● Task statement
Your answer should be the data below, reproduced with nothing changed.

*** Excerpted records

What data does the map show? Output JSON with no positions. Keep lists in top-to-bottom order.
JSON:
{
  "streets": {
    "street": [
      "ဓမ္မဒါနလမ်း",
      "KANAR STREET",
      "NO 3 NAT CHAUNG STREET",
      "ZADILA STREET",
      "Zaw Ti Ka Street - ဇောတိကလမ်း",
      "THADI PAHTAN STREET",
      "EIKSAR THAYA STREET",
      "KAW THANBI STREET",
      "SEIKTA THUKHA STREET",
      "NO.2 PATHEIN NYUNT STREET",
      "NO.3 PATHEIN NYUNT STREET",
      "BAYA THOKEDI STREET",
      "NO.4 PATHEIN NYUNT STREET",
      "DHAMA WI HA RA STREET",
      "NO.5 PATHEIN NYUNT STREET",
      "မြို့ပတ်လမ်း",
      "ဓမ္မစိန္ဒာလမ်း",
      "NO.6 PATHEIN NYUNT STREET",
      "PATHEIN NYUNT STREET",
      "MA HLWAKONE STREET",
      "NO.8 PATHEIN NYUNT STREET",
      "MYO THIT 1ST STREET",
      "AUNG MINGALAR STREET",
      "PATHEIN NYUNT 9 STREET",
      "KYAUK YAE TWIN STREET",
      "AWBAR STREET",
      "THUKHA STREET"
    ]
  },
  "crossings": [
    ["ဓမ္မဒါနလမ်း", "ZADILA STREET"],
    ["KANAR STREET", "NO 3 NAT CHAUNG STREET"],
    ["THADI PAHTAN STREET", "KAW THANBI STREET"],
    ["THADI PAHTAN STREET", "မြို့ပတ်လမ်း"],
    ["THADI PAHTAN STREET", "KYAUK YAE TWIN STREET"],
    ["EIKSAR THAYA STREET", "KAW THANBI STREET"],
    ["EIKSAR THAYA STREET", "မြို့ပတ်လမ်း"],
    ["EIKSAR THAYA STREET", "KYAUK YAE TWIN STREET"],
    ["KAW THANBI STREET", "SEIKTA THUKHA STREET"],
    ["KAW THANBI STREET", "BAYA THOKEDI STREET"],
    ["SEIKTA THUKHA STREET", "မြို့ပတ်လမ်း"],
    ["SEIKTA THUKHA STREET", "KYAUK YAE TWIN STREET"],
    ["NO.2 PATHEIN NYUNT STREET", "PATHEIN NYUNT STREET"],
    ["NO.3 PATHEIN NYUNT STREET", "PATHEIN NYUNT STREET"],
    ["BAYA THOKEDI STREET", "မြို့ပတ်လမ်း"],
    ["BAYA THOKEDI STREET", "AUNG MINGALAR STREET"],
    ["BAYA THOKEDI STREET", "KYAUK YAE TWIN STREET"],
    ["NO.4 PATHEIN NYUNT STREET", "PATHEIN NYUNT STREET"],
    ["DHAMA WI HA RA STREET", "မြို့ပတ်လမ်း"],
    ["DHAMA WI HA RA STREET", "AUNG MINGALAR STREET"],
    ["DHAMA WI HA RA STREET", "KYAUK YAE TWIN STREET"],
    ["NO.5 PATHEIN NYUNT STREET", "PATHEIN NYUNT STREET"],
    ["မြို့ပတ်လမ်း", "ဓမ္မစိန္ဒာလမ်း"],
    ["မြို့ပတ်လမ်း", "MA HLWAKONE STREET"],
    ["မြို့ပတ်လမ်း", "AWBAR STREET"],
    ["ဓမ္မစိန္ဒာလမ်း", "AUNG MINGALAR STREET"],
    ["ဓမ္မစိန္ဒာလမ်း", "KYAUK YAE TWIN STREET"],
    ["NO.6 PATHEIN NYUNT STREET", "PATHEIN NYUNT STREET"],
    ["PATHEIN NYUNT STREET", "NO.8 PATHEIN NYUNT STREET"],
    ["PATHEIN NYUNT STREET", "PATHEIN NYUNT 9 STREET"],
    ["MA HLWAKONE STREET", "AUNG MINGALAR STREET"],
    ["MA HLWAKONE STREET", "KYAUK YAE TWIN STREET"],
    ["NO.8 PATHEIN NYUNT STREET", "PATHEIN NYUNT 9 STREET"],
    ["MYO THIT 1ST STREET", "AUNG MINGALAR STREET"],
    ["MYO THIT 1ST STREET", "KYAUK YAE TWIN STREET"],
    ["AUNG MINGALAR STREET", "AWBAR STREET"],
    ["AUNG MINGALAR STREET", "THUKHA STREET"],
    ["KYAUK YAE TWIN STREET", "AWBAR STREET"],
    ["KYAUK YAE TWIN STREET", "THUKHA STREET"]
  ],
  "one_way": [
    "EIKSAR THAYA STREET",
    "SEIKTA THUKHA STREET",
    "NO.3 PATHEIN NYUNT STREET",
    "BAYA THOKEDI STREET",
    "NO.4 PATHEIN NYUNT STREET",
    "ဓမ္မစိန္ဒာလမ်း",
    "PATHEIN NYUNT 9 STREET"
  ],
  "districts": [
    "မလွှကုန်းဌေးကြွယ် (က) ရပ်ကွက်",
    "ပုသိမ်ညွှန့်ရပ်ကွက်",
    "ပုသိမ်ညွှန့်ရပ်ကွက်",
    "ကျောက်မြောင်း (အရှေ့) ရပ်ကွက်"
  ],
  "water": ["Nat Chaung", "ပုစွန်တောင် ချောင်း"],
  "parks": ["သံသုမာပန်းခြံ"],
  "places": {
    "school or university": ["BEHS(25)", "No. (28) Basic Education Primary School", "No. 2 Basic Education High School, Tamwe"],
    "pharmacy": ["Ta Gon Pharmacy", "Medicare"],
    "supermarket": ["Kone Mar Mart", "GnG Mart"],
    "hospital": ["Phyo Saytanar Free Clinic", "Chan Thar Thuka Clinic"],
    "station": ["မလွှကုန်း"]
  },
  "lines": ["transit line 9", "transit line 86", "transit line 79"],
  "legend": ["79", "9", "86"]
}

******

● Task response
What data does the map show? Output JSON with no positions. Keep lists in top-to-bottom order.
JSON:
{
  "streets": {
    "street": [
      "ဓမ္မဒါနလမ်း",
      "KANAR STREET",
      "NO 3 NAT CHAUNG STREET",
      "ZADILA STREET",
      "Zaw Ti Ka Street - ဇောတိကလမ်း",
      "THADI PAHTAN STREET",
      "EIKSAR THAYA STREET",
      "KAW THANBI STREET",
      "SEIKTA THUKHA STREET",
      "NO.2 PATHEIN NYUNT STREET",
      "NO.3 PATHEIN NYUNT STREET",
      "BAYA THOKEDI STREET",
      "NO.4 PATHEIN NYUNT STREET",
      "DHAMA WI HA RA STREET",
      "NO.5 PATHEIN NYUNT STREET",
      "မြို့ပတ်လမ်း",
      "ဓမ္မစိန္ဒာလမ်း",
      "NO.6 PATHEIN NYUNT STREET",
      "PATHEIN NYUNT STREET",
      "MA HLWAKONE STREET",
      "NO.8 PATHEIN NYUNT STREET",
      "MYO THIT 1ST STREET",
      "AUNG MINGALAR STREET",
      "PATHEIN NYUNT 9 STREET",
      "KYAUK YAE TWIN STREET",
      "AWBAR STREET",
      "THUKHA STREET"
    ]
  },
  "crossings": [
    ["ဓမ္မဒါနလမ်း", "ZADILA STREET"],
    ["KANAR STREET", "NO 3 NAT CHAUNG STREET"],
    ["THADI PAHTAN STREET", "KAW THANBI STREET"],
    ["THADI PAHTAN STREET", "မြို့ပတ်လမ်း"],
    ["THADI PAHTAN STREET", "KYAUK YAE TWIN STREET"],
    ["EIKSAR THAYA STREET", "KAW THANBI STREET"],
    ["EIKSAR THAYA STREET", "မြို့ပတ်လမ်း"],
    ["EIKSAR THAYA STREET", "KYAUK YAE TWIN STREET"],
    ["KAW THANBI STREET", "SEIKTA THUKHA STREET"],
    ["KAW THANBI STREET", "BAYA THOKEDI STREET"],
    ["SEIKTA THUKHA STREET", "မြို့ပတ်လမ်း"],
    ["SEIKTA THUKHA STREET", "KYAUK YAE TWIN STREET"],
    ["NO.2 PATHEIN NYUNT STREET", "PATHEIN NYUNT STREET"],
    ["NO.3 PATHEIN NYUNT STREET", "PATHEIN NYUNT STREET"],
    ["BAYA THOKEDI STREET", "မြို့ပတ်လမ်း"],
    ["BAYA THOKEDI STREET", "AUNG MINGALAR STREET"],
    ["BAYA THOKEDI STREET", "KYAUK YAE TWIN STREET"],
    ["NO.4 PATHEIN NYUNT STREET", "PATHEIN NYUNT STREET"],
    ["DHAMA WI HA RA STREET", "မြို့ပတ်လမ်း"],
    ["DHAMA WI HA RA STREET", "AUNG MINGALAR STREET"],
    ["DHAMA WI HA RA STREET", "KYAUK YAE TWIN STREET"],
    ["NO.5 PATHEIN NYUNT STREET", "PATHEIN NYUNT STREET"],
    ["မြို့ပတ်လမ်း", "ဓမ္မစိန္ဒာလမ်း"],
    ["မြို့ပတ်လမ်း", "MA HLWAKONE STREET"],
    ["မြို့ပတ်လမ်း", "AWBAR STREET"],
    ["ဓမ္မစိန္ဒာလမ်း", "AUNG MINGALAR STREET"],
    ["ဓမ္မစိန္ဒာလမ်း", "KYAUK YAE TWIN STREET"],
    ["NO.6 PATHEIN NYUNT STREET", "PATHEIN NYUNT STREET"],
    ["PATHEIN NYUNT STREET", "NO.8 PATHEIN NYUNT STREET"],
    ["PATHEIN NYUNT STREET", "PATHEIN NYUNT 9 STREET"],
    ["MA HLWAKONE STREET", "AUNG MINGALAR STREET"],
    ["MA HLWAKONE STREET", "KYAUK YAE TWIN STREET"],
    ["NO.8 PATHEIN NYUNT STREET", "PATHEIN NYUNT 9 STREET"],
    ["MYO THIT 1ST STREET", "AUNG MINGALAR STREET"],
    ["MYO THIT 1ST STREET", "KYAUK YAE TWIN STREET"],
    ["AUNG MINGALAR STREET", "AWBAR STREET"],
    ["AUNG MINGALAR STREET", "THUKHA STREET"],
    ["KYAUK YAE TWIN STREET", "AWBAR STREET"],
    ["KYAUK YAE TWIN STREET", "THUKHA STREET"]
  ],
  "one_way": [
    "EIKSAR THAYA STREET",
    "SEIKTA THUKHA STREET",
    "NO.3 PATHEIN NYUNT STREET",
    "BAYA THOKEDI STREET",
    "NO.4 PATHEIN NYUNT STREET",
    "ဓမ္မစိန္ဒာလမ်း",
    "PATHEIN NYUNT 9 STREET"
  ],
  "districts": [
    "မလွှကုန်းဌေးကြွယ် (က) ရပ်ကွက်",
    "ပုသိမ်ညွှန့်ရပ်ကွက်",
    "ပုသိမ်ညွှန့်ရပ်ကွက်",
    "ကျောက်မြောင်း (အရှေ့) ရပ်ကွက်"
  ],
  "water": ["Nat Chaung", "ပုစွန်တောင် ချောင်း"],
  "parks": ["သံသုမာပန်းခြံ"],
  "places": {
    "school or university": ["BEHS(25)", "No. (28) Basic Education Primary School", "No. 2 Basic Education High School, Tamwe"],
    "pharmacy": ["Ta Gon Pharmacy", "Medicare"],
    "supermarket": ["Kone Mar Mart", "GnG Mart"],
    "hospital": ["Phyo Saytanar Free Clinic", "Chan Thar Thuka Clinic"],
    "station": ["မလွှကုန်း"]
  },
  "lines": ["transit line 9", "transit line 86", "transit line 79"],
  "legend": ["79", "9", "86"]
}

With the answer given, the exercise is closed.